*** Opening of DATA SUPPLIED ***

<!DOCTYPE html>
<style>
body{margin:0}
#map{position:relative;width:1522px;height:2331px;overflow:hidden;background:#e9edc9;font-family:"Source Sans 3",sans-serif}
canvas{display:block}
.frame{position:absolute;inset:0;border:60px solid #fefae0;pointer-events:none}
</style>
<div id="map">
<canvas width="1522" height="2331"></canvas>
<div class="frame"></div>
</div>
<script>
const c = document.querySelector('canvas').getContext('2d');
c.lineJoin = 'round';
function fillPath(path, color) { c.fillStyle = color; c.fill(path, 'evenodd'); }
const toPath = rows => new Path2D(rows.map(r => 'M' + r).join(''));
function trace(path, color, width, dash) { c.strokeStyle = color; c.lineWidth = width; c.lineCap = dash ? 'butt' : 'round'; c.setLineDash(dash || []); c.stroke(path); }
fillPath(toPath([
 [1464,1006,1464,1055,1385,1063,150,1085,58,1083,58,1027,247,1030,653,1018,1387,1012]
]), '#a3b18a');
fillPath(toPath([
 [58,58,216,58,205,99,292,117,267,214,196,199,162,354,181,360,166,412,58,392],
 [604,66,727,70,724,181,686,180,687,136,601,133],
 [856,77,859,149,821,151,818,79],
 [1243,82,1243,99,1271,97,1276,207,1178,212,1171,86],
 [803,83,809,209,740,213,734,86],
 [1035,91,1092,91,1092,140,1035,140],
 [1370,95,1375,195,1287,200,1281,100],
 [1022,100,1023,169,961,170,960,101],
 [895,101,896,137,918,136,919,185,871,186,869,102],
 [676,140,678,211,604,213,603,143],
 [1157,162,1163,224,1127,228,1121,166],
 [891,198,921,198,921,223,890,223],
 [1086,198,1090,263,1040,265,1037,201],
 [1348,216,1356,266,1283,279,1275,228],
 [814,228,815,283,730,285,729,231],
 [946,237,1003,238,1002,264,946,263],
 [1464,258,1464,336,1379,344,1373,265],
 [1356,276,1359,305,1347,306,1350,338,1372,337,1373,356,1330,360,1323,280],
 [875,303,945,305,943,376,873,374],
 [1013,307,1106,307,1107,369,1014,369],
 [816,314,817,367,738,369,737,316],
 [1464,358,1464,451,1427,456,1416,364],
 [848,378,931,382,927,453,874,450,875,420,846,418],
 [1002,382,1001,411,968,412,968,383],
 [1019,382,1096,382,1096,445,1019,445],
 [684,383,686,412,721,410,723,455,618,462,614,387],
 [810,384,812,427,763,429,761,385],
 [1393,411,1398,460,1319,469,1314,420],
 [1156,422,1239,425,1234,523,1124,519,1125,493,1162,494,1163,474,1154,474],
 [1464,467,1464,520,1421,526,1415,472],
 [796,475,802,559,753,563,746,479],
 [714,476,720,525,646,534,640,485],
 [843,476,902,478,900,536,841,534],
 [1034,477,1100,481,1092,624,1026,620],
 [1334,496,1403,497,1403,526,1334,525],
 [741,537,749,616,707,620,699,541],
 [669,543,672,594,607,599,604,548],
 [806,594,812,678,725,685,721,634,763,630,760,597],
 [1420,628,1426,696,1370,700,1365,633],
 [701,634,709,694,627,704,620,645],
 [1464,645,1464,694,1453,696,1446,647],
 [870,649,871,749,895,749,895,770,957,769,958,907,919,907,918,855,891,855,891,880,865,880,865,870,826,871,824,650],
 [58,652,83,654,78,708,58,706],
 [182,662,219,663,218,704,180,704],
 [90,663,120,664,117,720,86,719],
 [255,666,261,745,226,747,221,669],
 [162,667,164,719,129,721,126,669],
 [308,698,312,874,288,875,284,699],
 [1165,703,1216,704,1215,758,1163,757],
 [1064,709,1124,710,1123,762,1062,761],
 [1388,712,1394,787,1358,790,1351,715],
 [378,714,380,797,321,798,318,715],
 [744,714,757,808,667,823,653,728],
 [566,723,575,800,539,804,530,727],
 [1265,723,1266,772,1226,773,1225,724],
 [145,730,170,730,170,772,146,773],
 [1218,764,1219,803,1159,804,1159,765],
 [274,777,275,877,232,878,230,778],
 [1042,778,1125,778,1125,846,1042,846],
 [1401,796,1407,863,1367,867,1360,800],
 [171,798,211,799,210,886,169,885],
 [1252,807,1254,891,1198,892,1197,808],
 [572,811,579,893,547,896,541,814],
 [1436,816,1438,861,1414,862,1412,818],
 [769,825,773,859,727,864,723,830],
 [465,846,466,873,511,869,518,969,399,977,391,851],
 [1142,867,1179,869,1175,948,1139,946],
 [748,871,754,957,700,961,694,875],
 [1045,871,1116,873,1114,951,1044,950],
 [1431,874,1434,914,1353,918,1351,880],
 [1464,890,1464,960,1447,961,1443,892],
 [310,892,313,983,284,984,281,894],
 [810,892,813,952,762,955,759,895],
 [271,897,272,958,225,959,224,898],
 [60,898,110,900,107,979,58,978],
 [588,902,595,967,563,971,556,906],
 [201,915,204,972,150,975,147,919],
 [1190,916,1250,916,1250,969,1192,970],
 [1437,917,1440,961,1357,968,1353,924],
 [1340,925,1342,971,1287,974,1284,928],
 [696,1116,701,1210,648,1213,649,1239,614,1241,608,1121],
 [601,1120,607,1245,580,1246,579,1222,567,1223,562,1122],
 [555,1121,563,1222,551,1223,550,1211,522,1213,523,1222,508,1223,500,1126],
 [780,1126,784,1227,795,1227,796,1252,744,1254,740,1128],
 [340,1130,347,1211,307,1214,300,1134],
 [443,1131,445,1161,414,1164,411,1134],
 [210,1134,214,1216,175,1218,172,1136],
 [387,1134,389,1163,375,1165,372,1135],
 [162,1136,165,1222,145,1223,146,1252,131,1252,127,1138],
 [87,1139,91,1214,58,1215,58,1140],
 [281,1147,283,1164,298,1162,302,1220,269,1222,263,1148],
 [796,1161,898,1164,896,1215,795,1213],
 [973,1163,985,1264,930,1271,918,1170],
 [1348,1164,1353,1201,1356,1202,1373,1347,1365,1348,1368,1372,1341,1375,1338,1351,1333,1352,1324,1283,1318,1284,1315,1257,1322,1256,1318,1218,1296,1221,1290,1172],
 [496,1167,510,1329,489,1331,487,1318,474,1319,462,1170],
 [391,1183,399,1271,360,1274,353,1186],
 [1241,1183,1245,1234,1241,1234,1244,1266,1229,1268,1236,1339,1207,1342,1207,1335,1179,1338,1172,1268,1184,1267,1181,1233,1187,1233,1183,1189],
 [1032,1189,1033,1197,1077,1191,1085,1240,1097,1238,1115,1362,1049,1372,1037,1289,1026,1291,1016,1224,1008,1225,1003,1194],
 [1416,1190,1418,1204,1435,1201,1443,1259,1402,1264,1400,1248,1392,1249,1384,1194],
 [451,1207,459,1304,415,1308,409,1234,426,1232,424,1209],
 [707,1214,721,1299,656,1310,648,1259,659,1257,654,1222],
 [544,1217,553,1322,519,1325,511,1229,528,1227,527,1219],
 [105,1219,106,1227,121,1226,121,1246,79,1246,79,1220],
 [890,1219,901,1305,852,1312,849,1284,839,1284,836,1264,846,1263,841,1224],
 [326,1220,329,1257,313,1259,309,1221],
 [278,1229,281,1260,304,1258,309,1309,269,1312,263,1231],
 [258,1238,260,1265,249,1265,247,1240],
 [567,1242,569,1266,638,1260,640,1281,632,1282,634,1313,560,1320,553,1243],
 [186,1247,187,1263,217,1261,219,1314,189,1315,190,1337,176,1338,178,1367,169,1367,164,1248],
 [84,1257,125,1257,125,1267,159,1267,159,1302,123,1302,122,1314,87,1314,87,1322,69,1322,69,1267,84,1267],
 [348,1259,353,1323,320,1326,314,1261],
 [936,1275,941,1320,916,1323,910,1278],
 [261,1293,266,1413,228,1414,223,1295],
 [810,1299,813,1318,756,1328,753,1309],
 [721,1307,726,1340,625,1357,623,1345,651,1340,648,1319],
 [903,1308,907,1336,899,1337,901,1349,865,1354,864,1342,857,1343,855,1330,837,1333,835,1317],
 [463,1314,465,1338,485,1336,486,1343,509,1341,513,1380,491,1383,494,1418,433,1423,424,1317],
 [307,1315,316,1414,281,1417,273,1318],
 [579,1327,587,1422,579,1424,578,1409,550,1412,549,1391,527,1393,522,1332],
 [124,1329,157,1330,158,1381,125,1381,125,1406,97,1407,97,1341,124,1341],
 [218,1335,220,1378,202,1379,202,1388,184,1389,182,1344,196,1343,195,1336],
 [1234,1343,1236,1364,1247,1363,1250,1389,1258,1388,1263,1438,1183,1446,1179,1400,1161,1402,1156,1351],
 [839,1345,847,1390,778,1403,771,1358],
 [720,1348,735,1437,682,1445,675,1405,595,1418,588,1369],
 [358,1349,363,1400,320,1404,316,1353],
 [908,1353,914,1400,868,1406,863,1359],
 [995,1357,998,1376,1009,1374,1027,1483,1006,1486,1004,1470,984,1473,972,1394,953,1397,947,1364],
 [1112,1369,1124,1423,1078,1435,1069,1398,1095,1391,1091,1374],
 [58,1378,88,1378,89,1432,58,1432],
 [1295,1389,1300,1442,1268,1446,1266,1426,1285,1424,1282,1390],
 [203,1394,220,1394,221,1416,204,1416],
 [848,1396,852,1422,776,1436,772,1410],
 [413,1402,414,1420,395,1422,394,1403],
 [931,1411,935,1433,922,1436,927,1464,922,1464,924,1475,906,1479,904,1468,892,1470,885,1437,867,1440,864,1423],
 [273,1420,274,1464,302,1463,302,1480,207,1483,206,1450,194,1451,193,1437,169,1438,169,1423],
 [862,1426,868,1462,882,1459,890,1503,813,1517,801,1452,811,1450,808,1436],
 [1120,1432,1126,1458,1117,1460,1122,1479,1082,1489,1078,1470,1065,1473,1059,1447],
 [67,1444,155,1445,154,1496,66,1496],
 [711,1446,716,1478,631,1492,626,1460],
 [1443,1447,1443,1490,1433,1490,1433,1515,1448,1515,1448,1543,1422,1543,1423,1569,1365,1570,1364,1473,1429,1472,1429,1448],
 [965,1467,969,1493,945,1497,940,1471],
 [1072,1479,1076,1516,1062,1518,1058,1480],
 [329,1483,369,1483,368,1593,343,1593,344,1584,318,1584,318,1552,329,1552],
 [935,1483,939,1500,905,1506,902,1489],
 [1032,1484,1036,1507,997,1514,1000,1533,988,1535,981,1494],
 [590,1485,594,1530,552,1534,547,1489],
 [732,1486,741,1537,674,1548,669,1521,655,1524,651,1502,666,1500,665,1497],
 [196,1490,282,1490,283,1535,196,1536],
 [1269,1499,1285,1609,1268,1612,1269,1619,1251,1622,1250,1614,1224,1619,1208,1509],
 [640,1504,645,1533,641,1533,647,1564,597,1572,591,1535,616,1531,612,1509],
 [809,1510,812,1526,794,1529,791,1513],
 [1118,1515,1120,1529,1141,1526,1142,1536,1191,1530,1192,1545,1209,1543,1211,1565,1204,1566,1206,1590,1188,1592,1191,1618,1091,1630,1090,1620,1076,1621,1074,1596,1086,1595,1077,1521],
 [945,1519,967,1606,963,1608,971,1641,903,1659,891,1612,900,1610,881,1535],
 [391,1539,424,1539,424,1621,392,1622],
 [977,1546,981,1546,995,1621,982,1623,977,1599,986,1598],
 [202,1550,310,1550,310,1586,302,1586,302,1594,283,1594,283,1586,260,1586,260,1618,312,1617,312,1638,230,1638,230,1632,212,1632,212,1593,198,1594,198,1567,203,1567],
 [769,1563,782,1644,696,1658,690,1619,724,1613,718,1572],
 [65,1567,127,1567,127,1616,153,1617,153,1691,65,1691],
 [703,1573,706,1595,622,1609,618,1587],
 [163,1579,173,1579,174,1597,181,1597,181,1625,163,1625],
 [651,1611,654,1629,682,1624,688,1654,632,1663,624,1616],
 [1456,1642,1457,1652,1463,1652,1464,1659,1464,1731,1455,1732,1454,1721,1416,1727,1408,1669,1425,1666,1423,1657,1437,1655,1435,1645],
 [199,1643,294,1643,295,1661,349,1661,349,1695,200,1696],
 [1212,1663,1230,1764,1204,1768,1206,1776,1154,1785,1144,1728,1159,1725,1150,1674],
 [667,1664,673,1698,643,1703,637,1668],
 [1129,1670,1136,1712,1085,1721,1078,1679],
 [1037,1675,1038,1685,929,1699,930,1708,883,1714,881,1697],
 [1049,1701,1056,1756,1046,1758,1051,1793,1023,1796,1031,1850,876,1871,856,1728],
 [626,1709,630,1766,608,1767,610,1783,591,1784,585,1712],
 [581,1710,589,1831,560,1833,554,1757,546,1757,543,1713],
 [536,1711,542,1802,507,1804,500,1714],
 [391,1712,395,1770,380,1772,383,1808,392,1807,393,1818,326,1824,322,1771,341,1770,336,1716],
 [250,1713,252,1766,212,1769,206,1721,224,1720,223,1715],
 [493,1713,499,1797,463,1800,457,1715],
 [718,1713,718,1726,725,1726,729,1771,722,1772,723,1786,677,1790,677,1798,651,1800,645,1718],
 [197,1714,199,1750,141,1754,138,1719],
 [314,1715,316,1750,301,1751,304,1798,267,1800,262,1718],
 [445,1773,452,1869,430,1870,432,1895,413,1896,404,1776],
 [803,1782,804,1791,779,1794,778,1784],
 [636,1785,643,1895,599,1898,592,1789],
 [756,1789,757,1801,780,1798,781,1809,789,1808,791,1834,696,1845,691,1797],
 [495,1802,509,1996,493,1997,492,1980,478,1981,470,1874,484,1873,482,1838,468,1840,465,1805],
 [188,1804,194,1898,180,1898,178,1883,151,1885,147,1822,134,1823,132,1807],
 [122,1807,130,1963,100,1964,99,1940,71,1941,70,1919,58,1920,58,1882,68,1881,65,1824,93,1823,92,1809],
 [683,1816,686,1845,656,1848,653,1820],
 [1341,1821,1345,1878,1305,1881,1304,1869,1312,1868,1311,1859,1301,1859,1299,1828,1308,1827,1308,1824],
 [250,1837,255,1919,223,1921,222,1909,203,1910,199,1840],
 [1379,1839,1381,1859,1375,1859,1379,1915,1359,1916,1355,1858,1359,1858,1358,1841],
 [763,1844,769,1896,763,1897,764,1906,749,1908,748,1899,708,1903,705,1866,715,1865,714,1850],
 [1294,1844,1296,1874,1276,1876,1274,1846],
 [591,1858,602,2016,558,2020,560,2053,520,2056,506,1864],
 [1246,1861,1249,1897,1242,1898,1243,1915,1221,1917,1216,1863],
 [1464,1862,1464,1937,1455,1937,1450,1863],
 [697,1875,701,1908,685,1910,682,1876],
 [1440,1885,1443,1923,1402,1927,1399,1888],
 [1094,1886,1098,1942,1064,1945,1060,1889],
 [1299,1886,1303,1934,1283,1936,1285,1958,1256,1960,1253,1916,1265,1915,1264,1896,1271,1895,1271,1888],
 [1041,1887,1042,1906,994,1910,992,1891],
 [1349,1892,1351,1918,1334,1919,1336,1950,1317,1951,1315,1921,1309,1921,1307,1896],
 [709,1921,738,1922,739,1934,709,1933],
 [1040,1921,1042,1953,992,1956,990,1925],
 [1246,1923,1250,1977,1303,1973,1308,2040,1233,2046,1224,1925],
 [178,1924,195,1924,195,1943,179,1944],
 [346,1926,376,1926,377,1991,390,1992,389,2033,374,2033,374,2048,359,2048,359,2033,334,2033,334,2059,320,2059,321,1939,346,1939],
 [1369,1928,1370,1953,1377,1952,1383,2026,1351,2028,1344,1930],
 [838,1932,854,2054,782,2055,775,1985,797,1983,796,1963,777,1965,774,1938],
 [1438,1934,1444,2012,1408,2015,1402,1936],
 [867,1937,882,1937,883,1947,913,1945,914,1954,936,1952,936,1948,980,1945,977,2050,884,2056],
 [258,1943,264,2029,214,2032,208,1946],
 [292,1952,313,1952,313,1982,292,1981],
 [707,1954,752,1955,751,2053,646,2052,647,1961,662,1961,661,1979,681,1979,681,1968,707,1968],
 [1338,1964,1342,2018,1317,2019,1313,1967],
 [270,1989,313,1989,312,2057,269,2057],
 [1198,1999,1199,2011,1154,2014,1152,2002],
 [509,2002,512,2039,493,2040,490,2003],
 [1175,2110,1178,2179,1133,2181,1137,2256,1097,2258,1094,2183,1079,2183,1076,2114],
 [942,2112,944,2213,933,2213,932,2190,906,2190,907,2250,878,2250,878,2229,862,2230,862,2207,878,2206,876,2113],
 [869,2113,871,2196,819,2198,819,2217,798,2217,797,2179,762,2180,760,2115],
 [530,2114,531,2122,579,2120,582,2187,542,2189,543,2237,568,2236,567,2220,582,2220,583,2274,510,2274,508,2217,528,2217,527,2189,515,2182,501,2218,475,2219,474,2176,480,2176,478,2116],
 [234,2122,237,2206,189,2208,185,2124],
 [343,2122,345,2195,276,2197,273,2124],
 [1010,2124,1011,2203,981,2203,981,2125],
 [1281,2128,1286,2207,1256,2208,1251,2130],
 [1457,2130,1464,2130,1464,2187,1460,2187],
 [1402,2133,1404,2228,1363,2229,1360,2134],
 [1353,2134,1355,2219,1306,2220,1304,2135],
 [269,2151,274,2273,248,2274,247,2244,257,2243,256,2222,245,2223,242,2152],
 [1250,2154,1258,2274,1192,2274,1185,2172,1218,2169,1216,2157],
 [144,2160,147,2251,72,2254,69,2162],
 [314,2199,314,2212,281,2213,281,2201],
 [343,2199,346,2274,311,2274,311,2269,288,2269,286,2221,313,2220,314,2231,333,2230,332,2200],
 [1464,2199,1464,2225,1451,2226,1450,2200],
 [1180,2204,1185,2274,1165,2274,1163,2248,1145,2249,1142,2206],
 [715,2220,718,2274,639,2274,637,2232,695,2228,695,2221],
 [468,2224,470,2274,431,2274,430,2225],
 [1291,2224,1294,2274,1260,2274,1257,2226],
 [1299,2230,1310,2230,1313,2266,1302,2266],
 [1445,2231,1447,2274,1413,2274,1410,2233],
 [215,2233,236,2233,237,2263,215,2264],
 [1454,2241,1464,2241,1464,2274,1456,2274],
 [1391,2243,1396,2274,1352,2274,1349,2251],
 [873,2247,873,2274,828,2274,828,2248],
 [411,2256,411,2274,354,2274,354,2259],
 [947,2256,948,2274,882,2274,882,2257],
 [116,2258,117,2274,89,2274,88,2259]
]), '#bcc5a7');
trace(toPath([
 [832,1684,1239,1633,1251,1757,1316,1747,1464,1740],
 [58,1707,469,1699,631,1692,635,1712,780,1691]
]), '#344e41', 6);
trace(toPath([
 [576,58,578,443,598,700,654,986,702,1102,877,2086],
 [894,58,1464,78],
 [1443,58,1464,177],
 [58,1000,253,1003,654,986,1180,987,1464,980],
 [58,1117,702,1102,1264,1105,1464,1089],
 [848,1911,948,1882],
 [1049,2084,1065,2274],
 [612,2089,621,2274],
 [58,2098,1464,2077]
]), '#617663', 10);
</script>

*** Close of DATA SUPPLIED ***

ASSIGNMENT =
In the reply, include exactly the lines from the beginning of the entries above through the line holding "c.lineJoin = 'round';", and nothing besides.

TASK OUTPUT =
<!DOCTYPE html>
<style>
body{margin:0}
#map{position:relative;width:1522px;height:2331px;overflow:hidden;background:#e9edc9;font-family:"Source Sans 3",sans-serif}
canvas{display:block}
.frame{position:absolute;inset:0;border:60px solid #fefae0;pointer-events:none}
</style>
<div id="map">
<canvas width="1522" height="2331"></canvas>
<div class="frame"></div>
</div>
<script>
const c = document.querySelector('canvas').getContext('2d');
c.lineJoin = 'round';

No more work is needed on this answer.